╭──

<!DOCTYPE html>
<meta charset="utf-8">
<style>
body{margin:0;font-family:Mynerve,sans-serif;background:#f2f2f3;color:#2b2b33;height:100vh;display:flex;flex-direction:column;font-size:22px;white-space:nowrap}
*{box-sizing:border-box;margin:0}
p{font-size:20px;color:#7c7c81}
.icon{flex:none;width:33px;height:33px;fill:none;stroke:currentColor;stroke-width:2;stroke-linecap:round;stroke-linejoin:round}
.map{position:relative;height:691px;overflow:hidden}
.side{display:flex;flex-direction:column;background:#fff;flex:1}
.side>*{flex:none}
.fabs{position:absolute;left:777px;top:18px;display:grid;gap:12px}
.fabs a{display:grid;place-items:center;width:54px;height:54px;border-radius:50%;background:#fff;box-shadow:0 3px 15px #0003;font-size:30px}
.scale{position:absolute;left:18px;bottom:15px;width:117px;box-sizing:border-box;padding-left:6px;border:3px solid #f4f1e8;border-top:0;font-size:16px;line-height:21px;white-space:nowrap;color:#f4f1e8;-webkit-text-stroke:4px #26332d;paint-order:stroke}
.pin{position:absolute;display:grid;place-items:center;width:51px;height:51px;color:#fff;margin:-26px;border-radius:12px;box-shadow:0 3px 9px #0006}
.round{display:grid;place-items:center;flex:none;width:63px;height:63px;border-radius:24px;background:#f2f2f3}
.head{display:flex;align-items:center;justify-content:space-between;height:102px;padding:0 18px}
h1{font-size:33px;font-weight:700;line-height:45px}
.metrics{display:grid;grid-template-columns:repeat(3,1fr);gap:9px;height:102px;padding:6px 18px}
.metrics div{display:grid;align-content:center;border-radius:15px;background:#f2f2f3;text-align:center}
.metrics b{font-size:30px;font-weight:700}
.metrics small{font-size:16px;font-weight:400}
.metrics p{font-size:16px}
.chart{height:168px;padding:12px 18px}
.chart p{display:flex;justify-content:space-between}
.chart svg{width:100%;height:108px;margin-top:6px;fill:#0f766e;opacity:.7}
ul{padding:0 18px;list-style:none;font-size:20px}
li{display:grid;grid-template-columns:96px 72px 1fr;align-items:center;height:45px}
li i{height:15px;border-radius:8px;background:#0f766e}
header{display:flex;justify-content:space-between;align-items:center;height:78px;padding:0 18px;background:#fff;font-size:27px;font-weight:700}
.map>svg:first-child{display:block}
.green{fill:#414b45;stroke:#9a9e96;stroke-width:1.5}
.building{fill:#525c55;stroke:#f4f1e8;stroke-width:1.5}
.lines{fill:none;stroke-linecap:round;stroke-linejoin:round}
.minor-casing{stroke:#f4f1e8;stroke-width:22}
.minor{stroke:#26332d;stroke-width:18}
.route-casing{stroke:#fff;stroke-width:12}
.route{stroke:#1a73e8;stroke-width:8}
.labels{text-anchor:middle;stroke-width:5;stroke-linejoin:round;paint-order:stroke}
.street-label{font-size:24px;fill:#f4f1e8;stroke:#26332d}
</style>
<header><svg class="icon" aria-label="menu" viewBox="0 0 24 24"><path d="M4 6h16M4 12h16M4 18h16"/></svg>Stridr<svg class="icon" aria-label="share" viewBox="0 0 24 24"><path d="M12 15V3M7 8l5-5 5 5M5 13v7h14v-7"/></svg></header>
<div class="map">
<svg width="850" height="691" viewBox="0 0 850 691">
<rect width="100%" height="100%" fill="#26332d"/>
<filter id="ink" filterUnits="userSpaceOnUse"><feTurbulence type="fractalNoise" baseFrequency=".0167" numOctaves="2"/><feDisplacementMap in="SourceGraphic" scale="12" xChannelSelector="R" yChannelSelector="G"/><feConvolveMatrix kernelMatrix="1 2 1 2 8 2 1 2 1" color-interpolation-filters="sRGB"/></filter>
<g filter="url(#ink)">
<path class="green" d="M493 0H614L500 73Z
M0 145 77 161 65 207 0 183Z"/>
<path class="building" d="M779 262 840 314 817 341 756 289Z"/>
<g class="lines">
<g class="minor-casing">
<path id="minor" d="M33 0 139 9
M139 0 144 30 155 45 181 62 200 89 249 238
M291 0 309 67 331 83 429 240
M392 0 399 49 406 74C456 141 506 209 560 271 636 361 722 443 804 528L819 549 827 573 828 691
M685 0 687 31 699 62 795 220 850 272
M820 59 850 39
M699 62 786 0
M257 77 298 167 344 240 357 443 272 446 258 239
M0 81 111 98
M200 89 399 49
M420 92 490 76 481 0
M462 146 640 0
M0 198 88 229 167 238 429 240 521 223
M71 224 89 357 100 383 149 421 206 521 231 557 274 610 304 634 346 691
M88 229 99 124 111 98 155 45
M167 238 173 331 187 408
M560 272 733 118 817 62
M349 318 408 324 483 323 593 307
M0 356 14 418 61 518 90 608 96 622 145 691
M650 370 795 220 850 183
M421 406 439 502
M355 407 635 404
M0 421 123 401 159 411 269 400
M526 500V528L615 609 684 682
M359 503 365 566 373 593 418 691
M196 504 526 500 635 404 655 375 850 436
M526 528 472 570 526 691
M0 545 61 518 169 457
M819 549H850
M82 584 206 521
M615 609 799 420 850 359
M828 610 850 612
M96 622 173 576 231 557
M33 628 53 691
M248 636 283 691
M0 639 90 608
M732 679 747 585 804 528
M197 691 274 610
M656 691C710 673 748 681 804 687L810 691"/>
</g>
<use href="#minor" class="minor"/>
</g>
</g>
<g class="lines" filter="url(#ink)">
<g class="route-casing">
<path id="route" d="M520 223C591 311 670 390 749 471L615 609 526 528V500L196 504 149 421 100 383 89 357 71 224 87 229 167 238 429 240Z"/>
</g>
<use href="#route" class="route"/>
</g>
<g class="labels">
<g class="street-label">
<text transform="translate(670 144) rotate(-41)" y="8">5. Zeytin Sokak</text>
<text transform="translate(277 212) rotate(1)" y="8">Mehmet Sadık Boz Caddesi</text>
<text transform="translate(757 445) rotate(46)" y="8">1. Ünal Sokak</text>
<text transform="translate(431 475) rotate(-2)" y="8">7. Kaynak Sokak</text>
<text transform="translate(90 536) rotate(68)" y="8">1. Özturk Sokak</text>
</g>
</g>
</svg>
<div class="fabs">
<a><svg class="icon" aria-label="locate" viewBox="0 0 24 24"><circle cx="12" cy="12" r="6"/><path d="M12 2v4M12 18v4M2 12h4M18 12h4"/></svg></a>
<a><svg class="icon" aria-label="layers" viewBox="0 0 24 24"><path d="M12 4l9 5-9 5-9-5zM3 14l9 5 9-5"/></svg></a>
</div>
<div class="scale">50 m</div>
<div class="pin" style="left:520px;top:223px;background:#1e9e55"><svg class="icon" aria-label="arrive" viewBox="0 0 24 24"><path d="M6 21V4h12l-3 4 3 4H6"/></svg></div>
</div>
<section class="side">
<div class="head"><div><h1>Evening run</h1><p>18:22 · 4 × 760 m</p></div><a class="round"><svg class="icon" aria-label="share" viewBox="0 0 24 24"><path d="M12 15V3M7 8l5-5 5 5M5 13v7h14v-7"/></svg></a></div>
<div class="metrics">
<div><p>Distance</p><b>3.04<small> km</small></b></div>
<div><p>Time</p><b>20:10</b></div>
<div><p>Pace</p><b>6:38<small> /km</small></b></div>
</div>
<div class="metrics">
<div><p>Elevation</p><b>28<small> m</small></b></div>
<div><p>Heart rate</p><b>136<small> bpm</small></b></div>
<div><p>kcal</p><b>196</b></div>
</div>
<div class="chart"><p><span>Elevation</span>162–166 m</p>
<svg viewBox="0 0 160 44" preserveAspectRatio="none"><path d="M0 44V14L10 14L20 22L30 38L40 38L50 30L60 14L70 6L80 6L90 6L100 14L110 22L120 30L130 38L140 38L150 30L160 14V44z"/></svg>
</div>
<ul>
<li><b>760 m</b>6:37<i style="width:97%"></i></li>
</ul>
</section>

╰──

EXERCISE GOAL – Look over the entries above. Copy every line that contains the word "Elevation".

YOUR SOLUTION –
<div><p>Elevation</p><b>28<small> m</small></b></div>
<div class="chart"><p><span>Elevation</span>162–166 m</p>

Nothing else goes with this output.